Rhode Island implemented a similar law in 2015. Courtney Cannata, a human-resources director at Gilbane Building Co., says the Providence-based construction manager had policies that complied with the law before it was passed but changed its maternity-leave programs last May to allow pregnant women to begin their leaves at 38 weeks, instead of when the child is born, and to take eight weeks off, instead of six. The firm gives another four weeks of paid family leave for a new parent.

The Ironworkers’ union recently unveiled a paid maternity-leave benefit that gives qualified pregnant workers up to six months of coverage, and up to eight weeks postpartum. Union General President Eric Dean says he is open to policies for nursing. “We are walking before we run,” he says.
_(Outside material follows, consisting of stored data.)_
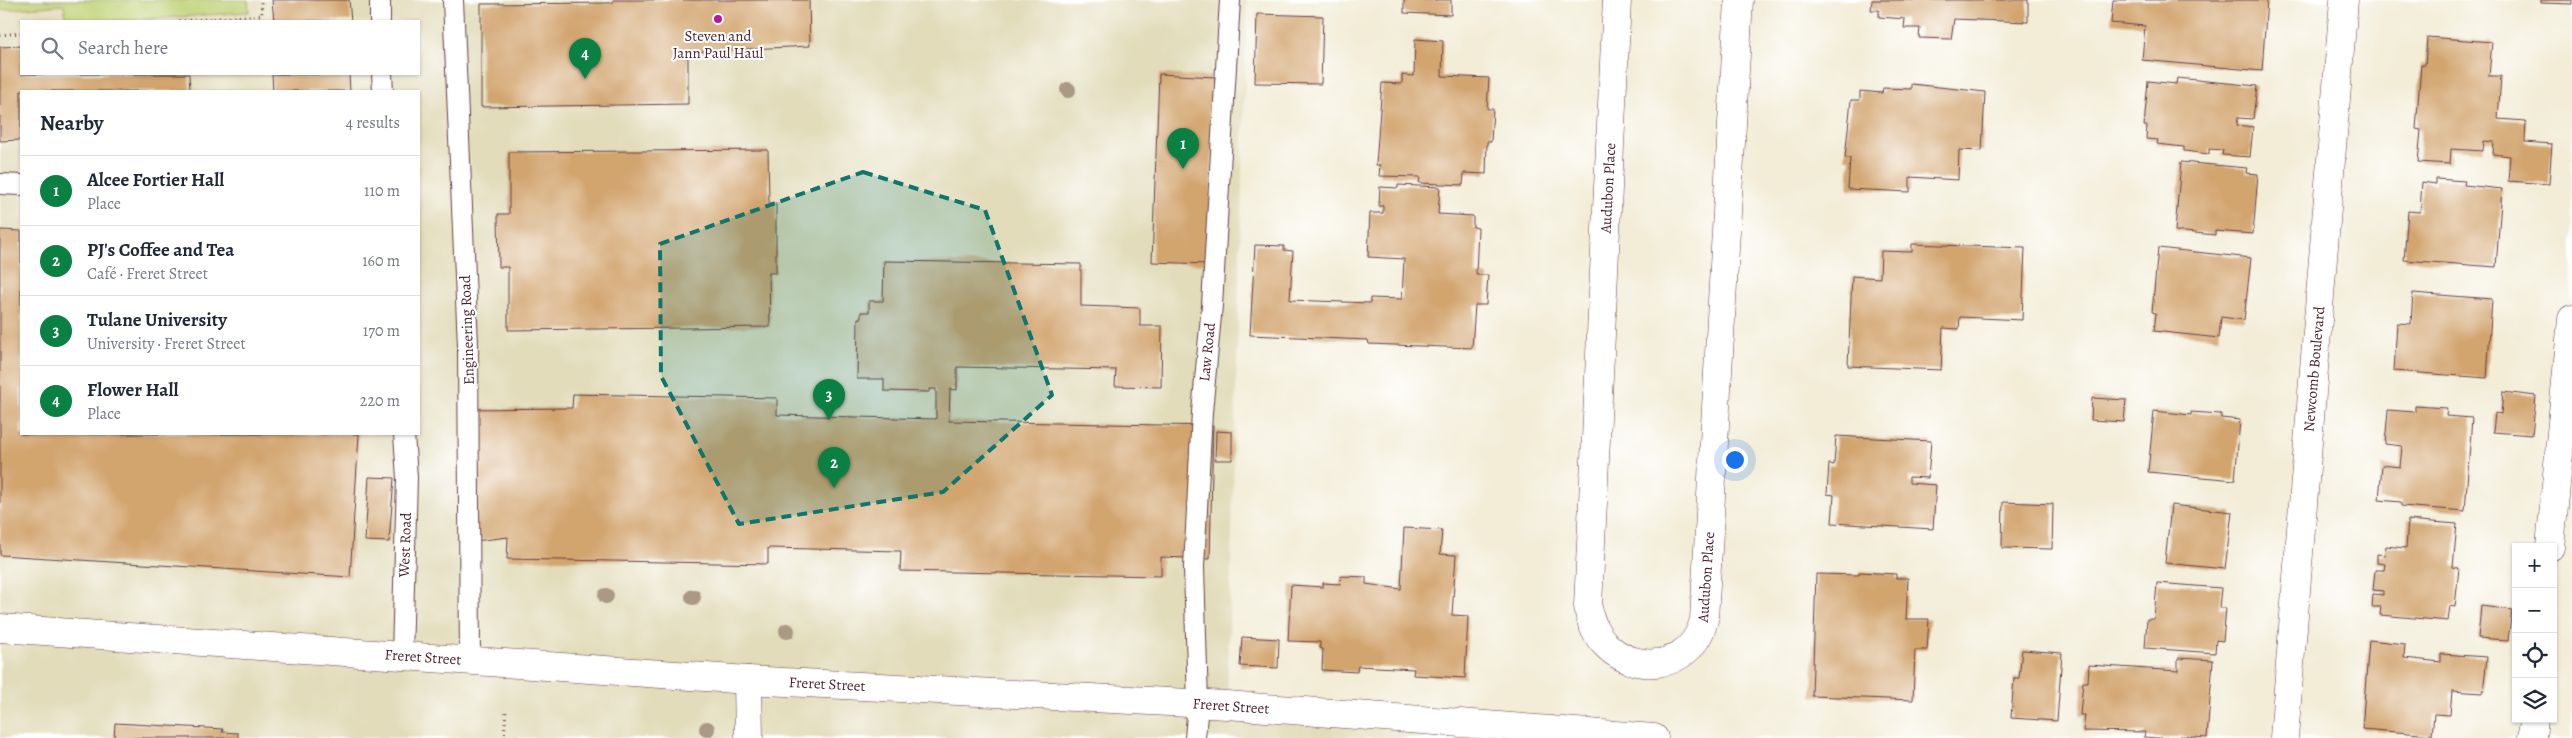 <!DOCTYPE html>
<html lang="en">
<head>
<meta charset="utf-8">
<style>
  :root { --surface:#fff; --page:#f6f6f7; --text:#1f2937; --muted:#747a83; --line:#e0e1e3; --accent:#0b8043 }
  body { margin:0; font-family:Alegreya,serif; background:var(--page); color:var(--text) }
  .controls { position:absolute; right:15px; bottom:15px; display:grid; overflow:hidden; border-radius:0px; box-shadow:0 1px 4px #0004 }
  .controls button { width:45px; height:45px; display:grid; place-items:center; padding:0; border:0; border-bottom:1px solid var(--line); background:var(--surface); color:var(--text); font:25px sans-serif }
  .you { position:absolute; left:1734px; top:459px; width:18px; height:18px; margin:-12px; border:4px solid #fff; border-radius:50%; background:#1a73e8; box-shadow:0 0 0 8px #1a73e833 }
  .badge { display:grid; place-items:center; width:32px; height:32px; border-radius:50%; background:var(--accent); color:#fff; font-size:16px; font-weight:700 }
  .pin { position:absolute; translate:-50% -41px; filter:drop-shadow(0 1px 2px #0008) }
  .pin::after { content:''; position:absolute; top:26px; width:18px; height:15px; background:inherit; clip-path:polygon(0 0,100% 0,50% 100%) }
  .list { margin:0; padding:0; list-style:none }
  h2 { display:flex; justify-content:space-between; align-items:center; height:65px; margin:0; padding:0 20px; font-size:21px }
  h2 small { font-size:16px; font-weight:400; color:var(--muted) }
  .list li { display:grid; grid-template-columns:32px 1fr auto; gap:15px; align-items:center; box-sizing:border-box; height:70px; padding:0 20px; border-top:1px solid var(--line) }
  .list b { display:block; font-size:19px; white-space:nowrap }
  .list p { margin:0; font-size:16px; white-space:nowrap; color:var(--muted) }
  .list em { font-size:16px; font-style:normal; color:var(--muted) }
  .icon { flex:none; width:28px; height:28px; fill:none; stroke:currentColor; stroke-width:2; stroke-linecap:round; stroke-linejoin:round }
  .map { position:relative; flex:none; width:2572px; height:738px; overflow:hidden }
  .search { position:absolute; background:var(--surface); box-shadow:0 1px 4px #0004; left:20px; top:20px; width:400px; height:55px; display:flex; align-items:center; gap:12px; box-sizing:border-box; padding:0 18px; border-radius:0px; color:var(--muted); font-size:19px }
  .panel { position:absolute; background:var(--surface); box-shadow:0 1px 4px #0004; left:20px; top:90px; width:400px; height:345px; border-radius:0px }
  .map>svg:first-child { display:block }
</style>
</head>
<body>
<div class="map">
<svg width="2572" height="738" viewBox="0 0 2572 738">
  <rect width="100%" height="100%" fill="#fff"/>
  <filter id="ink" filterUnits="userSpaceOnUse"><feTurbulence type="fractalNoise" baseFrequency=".02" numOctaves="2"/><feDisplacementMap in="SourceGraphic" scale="10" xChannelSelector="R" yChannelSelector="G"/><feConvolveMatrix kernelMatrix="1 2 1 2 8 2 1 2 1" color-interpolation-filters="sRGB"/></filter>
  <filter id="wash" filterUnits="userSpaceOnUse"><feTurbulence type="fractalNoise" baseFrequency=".0096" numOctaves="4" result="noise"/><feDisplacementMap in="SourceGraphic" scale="20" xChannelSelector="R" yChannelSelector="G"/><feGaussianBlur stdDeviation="1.12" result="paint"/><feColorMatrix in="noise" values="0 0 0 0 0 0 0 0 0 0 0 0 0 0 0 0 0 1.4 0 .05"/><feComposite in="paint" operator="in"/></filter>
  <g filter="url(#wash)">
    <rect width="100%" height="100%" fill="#f3edd8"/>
    <path fill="#e2dcba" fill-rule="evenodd" d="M0 0H1247L1227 705 1654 738H0ZM21 21H419V74H21ZM21 91H419V434H21Z"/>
    <polygon fill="#bed174" stroke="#847850" points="0,0 248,0 249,12 121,21 66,21 64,5 0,10"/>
    <g id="blocks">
      <g fill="#d2a46e">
        <polygon points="272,0 349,0 351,21 274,21"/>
        <polygon points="613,0 809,0 810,46 688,52 688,104 481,107 481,4 613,3"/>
        <polygon points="1404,0 1451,0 1451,15 1404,13"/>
        <polygon points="1872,0 2028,0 2028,22 1954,19 1951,39 1919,38 1920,28 1904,28 1905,19 1879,17 1879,10 1871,10"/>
        <polygon points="2113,0 2267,0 2262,71 2142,60 2145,26 2111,23"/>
        <polygon points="2541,0 2572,0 2572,4 2541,3"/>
        <polygon points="1257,14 1323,16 1321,84 1255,83"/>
        <polygon points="2427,37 2492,42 2489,76 2501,76 2498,119 2526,121 2525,142 2552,144 2549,184 2508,181 2510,156 2493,154 2494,142 2484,141 2483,151 2451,149 2450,164 2418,162 2421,130 2416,129 2421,64 2425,65"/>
        <polygon points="1415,39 1443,41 1442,76 1489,78 1487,109 1493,109 1491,142 1487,142 1486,174 1464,173 1463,185 1419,183 1420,177 1379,176 1380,165 1376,165 1382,83 1402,84 1402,75 1414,76"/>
        <polygon points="21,46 21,74 189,74 190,91 21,91 21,140 0,141 0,47"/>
        <polygon points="272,74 349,74 350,91 273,91"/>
        <polygon points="1159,74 1215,77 1208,264 1152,262"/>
        <polygon points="2177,78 2257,86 2253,119 2238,118 2237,125 2253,127 2250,157 2222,155 2223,150 2209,149 2209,154 2184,151 2184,147 2157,144 2158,140 2146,139 2147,126 2144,126 2148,81 2176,84"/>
        <polygon points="1911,84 1985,92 1982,151 1959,150 1958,180 1910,177 1910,192 1848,189 1850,158 1845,158 1851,100 1860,100 1860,91 1882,93 1883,88 1911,89"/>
        <polygon points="768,150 769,203 776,203 776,273 769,273 770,327 508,330 508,267 499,267 498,214 509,214 509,152"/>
        <polygon points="2181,162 2247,168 2246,173 2258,174 2253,234 2215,231 2215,235 2175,231"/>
        <polygon points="2436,179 2465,181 2464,185 2502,189 2496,267 2404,260 2408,211 2420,212 2422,182 2436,184"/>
        <polygon points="1398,185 1440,187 1438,214 1473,216 1473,227 1478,228 1476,275 1488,275 1486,305 1475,305 1472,348 1369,344 1368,340 1250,335 1255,245 1284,246 1284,250 1293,251 1290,300 1370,303 1370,298 1402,299 1404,259 1368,257 1370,213 1383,213 1383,206 1379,206 1380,187 1398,188"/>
        <polygon points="0,230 21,231 21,434 359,434 350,577 0,555"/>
        <polygon points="1912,244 2025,248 2022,320 1960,317 1959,329 1943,328 1941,370 1848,366 1852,276 1880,278 1881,251 1912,252"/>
        <polygon points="2158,248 2251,258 2244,320 2221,317 2219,338 2154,331 2156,313 2152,312"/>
        <polygon points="884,261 1081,264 1081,306 1140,308 1140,326 1162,326 1161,387 1115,386 1116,370 957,367 957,390 950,389 949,421 1213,426 1210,559 1161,557 1161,576 900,571 901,551 768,548 768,564 507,559 508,537 459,543 466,409 572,408 573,394 777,398 777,415 936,419 936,389 929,389 929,392 884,391 884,379 857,379 858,318 861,318 861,312 869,312 869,301 883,301"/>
        <polygon points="2413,293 2492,299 2487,378 2394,371 2397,323 2411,324"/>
        <polygon points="2503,392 2536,396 2532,435 2493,432 2495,413 2501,414"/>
        <polygon points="2092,398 2126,400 2124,422 2091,420"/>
        <polygon points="2415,406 2447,408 2446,416 2472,418 2465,511 2401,506 2401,502 2379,500 2382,465 2400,467 2402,446 2385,444 2388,410 2415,412"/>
        <polygon points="2154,411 2191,415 2191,412 2221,414 2221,418 2240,420 2235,480 2148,472"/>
        <polygon points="1216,431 1232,432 1232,460 1215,460"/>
        <polygon points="1836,436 1931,441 1928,478 1909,477 1909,483 1936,485 1933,529 1832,523 1834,495 1827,494 1829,464 1834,465"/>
        <polygon points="369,477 394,478 389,542 365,541"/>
        <polygon points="2003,502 2053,504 2052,549 2002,548"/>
        <polygon points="2171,505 2232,512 2225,569 2165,563"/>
        <polygon points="2408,520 2457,524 2453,567 2459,568 2455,607 2450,606 2448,621 2380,615 2381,607 2372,607 2373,594 2383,595 2383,591 2373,590 2375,570 2384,570 2385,564 2377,563 2377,554 2385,555 2386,546 2406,548"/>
        <polygon points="1404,528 1442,530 1440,554 1456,555 1452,615 1468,616 1465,678 1413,675 1414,669 1358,666 1357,672 1322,670 1323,649 1320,648 1320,642 1288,641 1291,585 1323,587 1323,583 1340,584 1341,576 1366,577 1366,584 1401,589"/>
        <polygon points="1859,572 1896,574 1896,578 1908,578 1906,619 1929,619 1927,650 1915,650 1913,700 1812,696 1816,574 1859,575"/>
        <polygon points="2157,583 2221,588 2219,608 2226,608 2223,641 2216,640 2215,653 2145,648 2147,619 2154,619"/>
        <polygon points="2481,606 2512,610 2508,640 2478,638"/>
        <polygon points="1242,637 1279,639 1278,668 1240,666"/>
        <polygon points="2369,640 2405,644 2404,658 2441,662 2441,654 2487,657 2483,693 2452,691 2450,715 2434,714 2432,735 2362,729"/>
        <polygon points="2022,650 2062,653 2057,721 2011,718 2014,678 2019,678"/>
        <polygon points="2178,658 2213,660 2207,738 2179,736 2179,738 2157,738 2144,737 2145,732 2083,731 2085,715 2080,715 2083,682 2088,682 2089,665 2178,671"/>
        <polygon points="115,723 223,729 222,732 238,733 238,738 114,738"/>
      </g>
    </g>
  </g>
  <g filter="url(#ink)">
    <use href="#blocks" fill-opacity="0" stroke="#633e45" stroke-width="1"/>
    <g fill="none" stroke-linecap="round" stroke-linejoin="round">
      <defs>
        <g id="lane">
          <polyline points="380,0 380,21"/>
          <polyline points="453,0 468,345 470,661"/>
          <polyline points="382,74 383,91"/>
          <polyline points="0,184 21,185"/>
          <polyline points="402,656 407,478 404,434"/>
          <polyline points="1195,738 1198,704 1194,567 1202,412 1212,305 1230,0"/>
        </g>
        <g id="street">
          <path d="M1617 0 1588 606C1595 673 1687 686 1704 620L1739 0"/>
          <polyline points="2550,547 2572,319"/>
          <polyline points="0,628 748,680 1227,705 1654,738"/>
          <polyline points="748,680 749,738"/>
          <polyline points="2284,738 2344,0"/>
          <polyline points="2532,738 2534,719"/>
        </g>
      </defs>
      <use href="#lane" stroke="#633e45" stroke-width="22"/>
      <use href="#street" stroke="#633e45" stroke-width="29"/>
      <g stroke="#633e45" stroke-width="3" stroke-dasharray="1 4" stroke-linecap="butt">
        <polyline points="179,21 262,15 261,0"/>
        <polyline points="0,35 21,33"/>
        <polyline points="504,738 506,710"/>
      </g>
      <use href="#lane" stroke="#fff" stroke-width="20"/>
      <use href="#street" stroke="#fff" stroke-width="28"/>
    </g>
    <g fill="#a99985">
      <circle cx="1068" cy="90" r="8"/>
      <circle cx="606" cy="596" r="8"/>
      <circle cx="693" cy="597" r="8"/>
      <circle cx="787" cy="631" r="8"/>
      <circle cx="707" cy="729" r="8"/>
    </g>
  </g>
  <path fill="#0f766e" fill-opacity="0.2" stroke="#0f766e" stroke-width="4" stroke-dasharray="10 6" stroke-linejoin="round" d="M863 172 985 210 1052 395 943 492 739 524 661 376 660 244Z"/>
  <circle fill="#b5179e" stroke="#fff" stroke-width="2" cx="718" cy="19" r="5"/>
  <g text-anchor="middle" stroke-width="4" stroke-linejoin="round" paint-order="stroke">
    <g font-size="15" fill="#4a1f2b" stroke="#fff">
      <text x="718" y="41">Steven and<tspan x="718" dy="17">Jann Paul Haul</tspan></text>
    </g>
    <g font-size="15" fill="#4a1f2b" stroke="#fff">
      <text transform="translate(1608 188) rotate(-87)" y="5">Audubon Place</text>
      <text transform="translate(467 330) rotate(-92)" y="5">Engineering Road</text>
      <text transform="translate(1207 352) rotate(-84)" y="5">Law Road</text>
      <text transform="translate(2314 369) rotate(-85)" y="5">Newcomb Boulevard</text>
      <text transform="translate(405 545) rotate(-88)" y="5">West Road</text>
      <text transform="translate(1706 577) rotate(-86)" y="5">Audubon Place</text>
      <text transform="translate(423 657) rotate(4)" y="5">Freret Street</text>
      <text transform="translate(827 684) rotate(3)" y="5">Freret Street</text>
      <text transform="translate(1231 706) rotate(4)" y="5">Freret Street</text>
    </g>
  </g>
</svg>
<div class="controls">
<button>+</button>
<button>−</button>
<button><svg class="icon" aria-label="locate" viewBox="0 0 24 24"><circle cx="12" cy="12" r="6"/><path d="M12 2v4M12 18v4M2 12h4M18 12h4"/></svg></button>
<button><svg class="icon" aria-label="layers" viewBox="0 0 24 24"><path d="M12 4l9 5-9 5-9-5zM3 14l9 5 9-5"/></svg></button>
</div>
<div class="you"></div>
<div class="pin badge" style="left:1183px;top:169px">1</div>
<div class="pin badge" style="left:834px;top:488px">2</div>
<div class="pin badge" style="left:829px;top:420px">3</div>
<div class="pin badge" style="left:585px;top:79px">4</div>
<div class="search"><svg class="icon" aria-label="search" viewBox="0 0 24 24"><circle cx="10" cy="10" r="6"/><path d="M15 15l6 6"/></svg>Search here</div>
<section class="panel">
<h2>Nearby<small>4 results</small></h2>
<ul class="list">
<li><span class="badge">1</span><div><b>Alcee Fortier Hall</b><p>Place</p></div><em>110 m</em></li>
<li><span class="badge">2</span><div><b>PJ's Coffee and Tea</b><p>Café · Freret Street</p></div><em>160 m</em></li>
<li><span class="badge">3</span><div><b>Tulane University</b><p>University · Freret Street</p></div><em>170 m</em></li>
<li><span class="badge">4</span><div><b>Flower Hall</b><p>Place</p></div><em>220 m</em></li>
</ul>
</section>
</div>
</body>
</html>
Kathleen Dobson, safety director at Alberici Constructors, says some employers don’t “even understand” the federal rules and that pregnant women are seen as getting special privileges. “You have your guts ripped out and come back to work in a couple days,” she says. “They had a baby, they get to recover.” Robinson, now a senior project manager at GEI Consultants, says that while protections preventing employees from taking advantage of the new laws are important, awareness brought on by the protections can keep women employees from leaving the industry. “It doesn’t help if we are carving a path, and then nobody is following that path,” she says.